Your output should match the listing below word for word, without any images.

• Given data
⟨

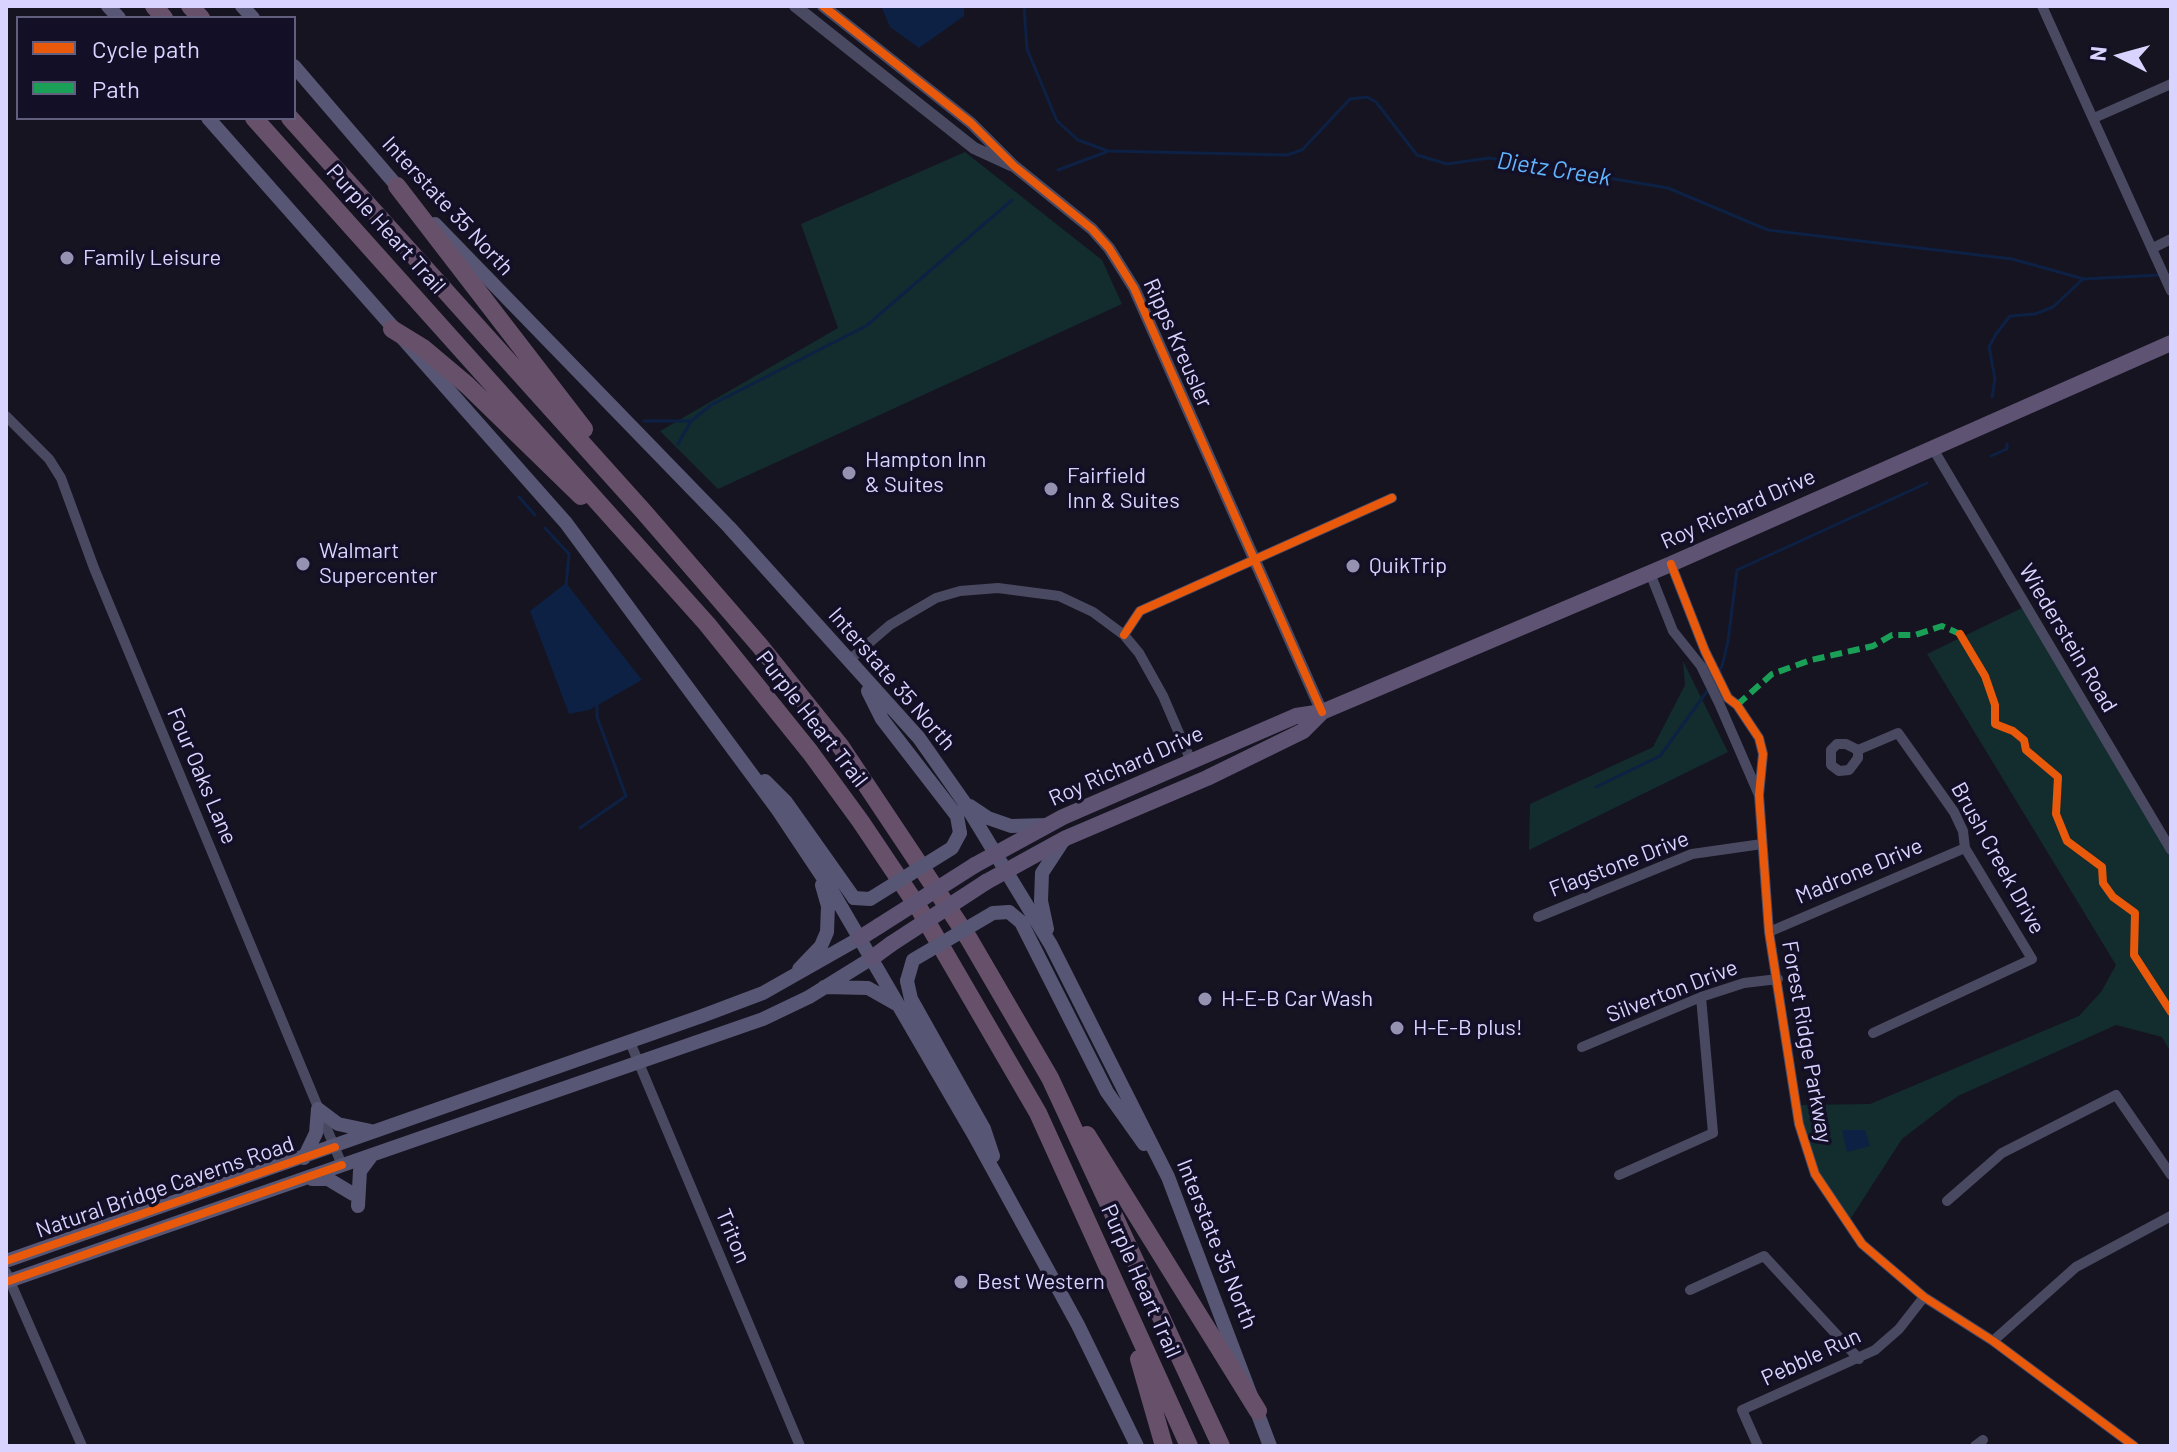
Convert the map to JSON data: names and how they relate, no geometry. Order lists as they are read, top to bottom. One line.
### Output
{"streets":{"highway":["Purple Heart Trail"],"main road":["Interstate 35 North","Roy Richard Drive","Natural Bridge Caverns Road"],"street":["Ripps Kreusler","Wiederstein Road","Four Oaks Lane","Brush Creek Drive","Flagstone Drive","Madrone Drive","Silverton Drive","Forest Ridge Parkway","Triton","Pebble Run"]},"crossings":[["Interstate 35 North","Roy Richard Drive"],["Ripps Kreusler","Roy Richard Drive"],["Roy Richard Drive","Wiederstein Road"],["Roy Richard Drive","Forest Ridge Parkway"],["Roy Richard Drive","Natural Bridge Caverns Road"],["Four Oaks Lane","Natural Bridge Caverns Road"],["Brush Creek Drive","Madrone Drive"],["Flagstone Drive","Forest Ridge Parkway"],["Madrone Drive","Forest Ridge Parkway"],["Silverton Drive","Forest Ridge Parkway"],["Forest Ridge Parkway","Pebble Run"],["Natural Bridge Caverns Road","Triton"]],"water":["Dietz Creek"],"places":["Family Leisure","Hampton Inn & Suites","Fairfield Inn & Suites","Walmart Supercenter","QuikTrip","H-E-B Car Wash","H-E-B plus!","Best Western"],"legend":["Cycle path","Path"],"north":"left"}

⟩

• Problem solution
Convert the map to JSON data: names and how they relate, no geometry. Order lists as they are read, top to bottom. One line.
### Output
{"streets":{"highway":["Purple Heart Trail"],"main road":["Interstate 35 North","Roy Richard Drive","Natural Bridge Caverns Road"],"street":["Ripps Kreusler","Wiederstein Road","Four Oaks Lane","Brush Creek Drive","Flagstone Drive","Madrone Drive","Silverton Drive","Forest Ridge Parkway","Triton","Pebble Run"]},"crossings":[["Interstate 35 North","Roy Richard Drive"],["Ripps Kreusler","Roy Richard Drive"],["Roy Richard Drive","Wiederstein Road"],["Roy Richard Drive","Forest Ridge Parkway"],["Roy Richard Drive","Natural Bridge Caverns Road"],["Four Oaks Lane","Natural Bridge Caverns Road"],["Brush Creek Drive","Madrone Drive"],["Flagstone Drive","Forest Ridge Parkway"],["Madrone Drive","Forest Ridge Parkway"],["Silverton Drive","Forest Ridge Parkway"],["Forest Ridge Parkway","Pebble Run"],["Natural Bridge Caverns Road","Triton"]],"water":["Dietz Creek"],"places":["Family Leisure","Hampton Inn & Suites","Fairfield Inn & Suites","Walmart Supercenter","QuikTrip","H-E-B Car Wash","H-E-B plus!","Best Western"],"legend":["Cycle path","Path"],"north":"left"}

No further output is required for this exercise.